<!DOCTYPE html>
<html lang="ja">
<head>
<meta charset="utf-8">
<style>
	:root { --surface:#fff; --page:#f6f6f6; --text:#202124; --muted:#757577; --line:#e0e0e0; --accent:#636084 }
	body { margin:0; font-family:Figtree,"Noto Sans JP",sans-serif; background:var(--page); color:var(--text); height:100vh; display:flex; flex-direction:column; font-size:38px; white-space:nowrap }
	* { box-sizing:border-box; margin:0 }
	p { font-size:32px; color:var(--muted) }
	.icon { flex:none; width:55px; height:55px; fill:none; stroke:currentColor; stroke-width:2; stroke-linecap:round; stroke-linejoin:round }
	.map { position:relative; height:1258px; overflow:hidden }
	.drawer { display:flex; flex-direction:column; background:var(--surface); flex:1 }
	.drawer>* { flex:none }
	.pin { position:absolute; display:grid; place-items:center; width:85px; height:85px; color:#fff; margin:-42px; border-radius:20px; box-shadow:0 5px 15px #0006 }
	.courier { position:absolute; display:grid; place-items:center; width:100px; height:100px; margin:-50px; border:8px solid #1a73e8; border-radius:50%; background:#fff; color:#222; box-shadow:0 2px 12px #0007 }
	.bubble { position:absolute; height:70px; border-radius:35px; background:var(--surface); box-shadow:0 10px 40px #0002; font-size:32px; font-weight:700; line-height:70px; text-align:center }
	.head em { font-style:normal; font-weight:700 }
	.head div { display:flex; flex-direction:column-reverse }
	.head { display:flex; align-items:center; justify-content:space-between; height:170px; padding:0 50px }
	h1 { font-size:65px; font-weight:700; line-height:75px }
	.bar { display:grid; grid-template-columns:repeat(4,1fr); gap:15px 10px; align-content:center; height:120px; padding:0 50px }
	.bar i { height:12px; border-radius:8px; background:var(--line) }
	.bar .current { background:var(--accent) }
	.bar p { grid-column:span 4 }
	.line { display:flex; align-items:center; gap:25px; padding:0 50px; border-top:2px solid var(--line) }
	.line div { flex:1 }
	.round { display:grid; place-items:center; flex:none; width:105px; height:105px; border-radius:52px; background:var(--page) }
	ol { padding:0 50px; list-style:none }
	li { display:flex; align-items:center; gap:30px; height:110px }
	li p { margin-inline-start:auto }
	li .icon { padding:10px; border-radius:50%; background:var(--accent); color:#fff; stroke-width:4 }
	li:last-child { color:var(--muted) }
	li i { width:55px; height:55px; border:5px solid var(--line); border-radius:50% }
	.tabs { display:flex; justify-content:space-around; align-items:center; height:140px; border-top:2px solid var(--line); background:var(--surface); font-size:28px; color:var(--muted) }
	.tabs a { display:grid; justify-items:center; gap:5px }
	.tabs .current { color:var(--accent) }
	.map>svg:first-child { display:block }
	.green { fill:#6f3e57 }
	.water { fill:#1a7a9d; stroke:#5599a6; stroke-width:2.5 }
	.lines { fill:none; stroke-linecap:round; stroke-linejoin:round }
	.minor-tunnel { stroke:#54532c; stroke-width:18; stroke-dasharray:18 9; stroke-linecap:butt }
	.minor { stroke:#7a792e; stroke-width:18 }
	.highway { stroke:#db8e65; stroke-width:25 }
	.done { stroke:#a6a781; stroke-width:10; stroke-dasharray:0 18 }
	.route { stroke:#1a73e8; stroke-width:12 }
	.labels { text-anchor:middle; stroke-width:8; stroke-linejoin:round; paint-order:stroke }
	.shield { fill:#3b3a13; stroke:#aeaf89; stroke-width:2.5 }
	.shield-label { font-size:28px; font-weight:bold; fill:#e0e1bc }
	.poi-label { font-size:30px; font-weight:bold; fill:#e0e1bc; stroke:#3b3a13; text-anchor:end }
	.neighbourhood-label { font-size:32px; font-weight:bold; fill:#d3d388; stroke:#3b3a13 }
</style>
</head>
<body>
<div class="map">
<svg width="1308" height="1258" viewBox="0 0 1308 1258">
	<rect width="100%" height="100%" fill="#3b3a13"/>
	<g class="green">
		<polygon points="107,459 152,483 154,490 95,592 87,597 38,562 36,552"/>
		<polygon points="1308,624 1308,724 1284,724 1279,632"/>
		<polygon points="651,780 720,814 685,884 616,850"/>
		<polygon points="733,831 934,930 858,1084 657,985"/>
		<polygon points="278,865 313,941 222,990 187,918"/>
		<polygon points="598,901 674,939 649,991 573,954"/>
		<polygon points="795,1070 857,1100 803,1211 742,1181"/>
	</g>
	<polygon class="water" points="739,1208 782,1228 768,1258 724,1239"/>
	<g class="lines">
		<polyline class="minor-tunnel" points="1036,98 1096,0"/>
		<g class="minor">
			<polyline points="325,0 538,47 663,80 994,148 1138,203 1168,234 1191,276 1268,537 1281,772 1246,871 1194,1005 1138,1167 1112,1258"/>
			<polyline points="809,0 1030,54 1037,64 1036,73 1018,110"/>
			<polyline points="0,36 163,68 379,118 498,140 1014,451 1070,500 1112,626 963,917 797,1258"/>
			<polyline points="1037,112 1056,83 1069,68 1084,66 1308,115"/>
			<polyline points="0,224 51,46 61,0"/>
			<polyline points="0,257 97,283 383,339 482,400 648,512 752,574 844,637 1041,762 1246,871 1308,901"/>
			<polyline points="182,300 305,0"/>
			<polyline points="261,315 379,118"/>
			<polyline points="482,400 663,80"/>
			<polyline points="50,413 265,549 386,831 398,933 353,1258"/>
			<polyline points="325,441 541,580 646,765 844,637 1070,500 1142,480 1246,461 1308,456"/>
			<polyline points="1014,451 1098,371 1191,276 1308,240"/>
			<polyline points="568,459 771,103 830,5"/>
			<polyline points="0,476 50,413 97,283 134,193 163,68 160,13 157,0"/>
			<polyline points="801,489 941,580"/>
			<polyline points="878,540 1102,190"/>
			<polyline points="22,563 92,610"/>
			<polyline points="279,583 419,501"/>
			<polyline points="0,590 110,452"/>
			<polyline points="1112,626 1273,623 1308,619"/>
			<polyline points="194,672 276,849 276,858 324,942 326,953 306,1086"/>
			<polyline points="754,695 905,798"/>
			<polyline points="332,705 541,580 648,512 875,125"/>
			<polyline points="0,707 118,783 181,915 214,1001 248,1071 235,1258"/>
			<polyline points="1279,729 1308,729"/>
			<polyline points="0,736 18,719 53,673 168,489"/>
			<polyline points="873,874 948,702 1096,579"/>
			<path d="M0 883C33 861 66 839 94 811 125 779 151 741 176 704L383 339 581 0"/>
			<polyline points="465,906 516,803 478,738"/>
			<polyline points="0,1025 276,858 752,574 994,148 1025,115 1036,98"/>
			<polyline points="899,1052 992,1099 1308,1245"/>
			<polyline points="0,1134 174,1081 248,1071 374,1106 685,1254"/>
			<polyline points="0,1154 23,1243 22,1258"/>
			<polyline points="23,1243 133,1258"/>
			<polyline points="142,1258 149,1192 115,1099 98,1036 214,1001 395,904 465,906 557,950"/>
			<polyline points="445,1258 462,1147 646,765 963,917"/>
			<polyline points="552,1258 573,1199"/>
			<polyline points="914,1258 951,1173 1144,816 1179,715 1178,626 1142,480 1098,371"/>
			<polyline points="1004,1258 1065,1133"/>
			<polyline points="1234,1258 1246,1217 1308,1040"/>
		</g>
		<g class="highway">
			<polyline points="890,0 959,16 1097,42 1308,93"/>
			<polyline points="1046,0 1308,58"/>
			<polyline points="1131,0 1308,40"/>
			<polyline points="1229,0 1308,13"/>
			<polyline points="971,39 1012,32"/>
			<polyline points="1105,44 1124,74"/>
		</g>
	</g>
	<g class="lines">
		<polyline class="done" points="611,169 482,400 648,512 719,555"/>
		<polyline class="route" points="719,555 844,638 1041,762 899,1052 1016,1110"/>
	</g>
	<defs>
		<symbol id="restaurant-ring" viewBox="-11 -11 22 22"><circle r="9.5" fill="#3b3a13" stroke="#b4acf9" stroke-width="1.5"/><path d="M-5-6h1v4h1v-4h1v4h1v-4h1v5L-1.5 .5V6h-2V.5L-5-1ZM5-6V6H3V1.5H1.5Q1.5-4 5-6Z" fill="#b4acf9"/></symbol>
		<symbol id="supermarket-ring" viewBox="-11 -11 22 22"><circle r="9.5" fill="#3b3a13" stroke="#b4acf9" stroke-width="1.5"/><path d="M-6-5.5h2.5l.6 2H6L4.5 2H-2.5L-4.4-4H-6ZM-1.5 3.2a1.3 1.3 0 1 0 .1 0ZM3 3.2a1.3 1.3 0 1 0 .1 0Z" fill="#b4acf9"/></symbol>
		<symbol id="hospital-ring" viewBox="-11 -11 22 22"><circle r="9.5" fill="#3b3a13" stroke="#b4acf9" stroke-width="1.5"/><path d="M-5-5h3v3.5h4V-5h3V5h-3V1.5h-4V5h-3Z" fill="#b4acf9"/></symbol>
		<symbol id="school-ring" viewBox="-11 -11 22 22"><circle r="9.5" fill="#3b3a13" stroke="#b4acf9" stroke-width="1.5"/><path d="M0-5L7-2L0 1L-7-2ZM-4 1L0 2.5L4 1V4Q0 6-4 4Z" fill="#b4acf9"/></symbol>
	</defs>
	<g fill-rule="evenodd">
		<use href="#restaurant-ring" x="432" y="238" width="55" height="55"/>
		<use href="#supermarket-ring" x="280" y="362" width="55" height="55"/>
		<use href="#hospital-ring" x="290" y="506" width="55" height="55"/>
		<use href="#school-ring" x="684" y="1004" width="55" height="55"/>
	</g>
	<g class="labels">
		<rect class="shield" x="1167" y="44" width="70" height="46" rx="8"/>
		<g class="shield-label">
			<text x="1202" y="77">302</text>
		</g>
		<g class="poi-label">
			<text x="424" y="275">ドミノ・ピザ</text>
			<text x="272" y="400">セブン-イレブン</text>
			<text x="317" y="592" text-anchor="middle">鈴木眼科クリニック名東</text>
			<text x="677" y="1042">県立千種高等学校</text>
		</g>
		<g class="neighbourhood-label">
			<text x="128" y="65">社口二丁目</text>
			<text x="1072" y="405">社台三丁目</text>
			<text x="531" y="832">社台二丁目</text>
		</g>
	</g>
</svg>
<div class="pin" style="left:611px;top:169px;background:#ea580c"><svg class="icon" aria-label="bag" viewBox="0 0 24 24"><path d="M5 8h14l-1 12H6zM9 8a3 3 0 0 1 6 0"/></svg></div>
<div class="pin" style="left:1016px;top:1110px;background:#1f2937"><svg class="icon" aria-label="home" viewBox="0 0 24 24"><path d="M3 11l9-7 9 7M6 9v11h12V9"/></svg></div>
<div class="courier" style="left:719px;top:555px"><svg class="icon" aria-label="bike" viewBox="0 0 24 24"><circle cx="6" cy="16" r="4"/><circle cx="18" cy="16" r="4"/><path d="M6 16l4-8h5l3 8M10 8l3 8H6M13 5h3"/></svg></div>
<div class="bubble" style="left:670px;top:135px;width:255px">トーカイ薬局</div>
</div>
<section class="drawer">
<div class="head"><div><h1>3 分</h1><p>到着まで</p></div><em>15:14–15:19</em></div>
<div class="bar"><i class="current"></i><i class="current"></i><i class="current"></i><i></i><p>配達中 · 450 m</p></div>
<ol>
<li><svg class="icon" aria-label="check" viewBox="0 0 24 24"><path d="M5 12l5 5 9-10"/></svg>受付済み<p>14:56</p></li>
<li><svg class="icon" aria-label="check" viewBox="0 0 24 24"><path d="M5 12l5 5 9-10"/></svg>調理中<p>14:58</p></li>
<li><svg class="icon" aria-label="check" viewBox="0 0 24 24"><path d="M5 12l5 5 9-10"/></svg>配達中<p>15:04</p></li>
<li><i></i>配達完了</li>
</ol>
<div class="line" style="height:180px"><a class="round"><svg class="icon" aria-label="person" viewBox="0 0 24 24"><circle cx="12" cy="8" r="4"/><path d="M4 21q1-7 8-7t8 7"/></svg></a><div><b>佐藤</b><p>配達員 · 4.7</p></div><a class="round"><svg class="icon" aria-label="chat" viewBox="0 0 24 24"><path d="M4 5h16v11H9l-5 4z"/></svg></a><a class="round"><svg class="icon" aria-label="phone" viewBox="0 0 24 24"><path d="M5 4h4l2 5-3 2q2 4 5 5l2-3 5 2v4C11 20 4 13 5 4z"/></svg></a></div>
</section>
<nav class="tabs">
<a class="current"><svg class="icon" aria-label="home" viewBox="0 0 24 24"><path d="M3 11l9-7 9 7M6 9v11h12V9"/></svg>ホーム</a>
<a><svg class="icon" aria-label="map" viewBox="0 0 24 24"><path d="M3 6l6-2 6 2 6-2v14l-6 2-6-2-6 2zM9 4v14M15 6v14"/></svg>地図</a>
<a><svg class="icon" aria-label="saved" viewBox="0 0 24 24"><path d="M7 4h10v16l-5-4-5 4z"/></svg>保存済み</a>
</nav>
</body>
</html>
——
= Task prompt =
Could you filter the entries above for lines holding the string "check" and copy them?

= Reply =
<li><svg class="icon" aria-label="check" viewBox="0 0 24 24"><path d="M5 12l5 5 9-10"/></svg>受付済み<p>14:56</p></li>
<li><svg class="icon" aria-label="check" viewBox="0 0 24 24"><path d="M5 12l5 5 9-10"/></svg>調理中<p>14:58</p></li>
<li><svg class="icon" aria-label="check" viewBox="0 0 24 24"><path d="M5 12l5 5 9-10"/></svg>配達中<p>15:04</p></li>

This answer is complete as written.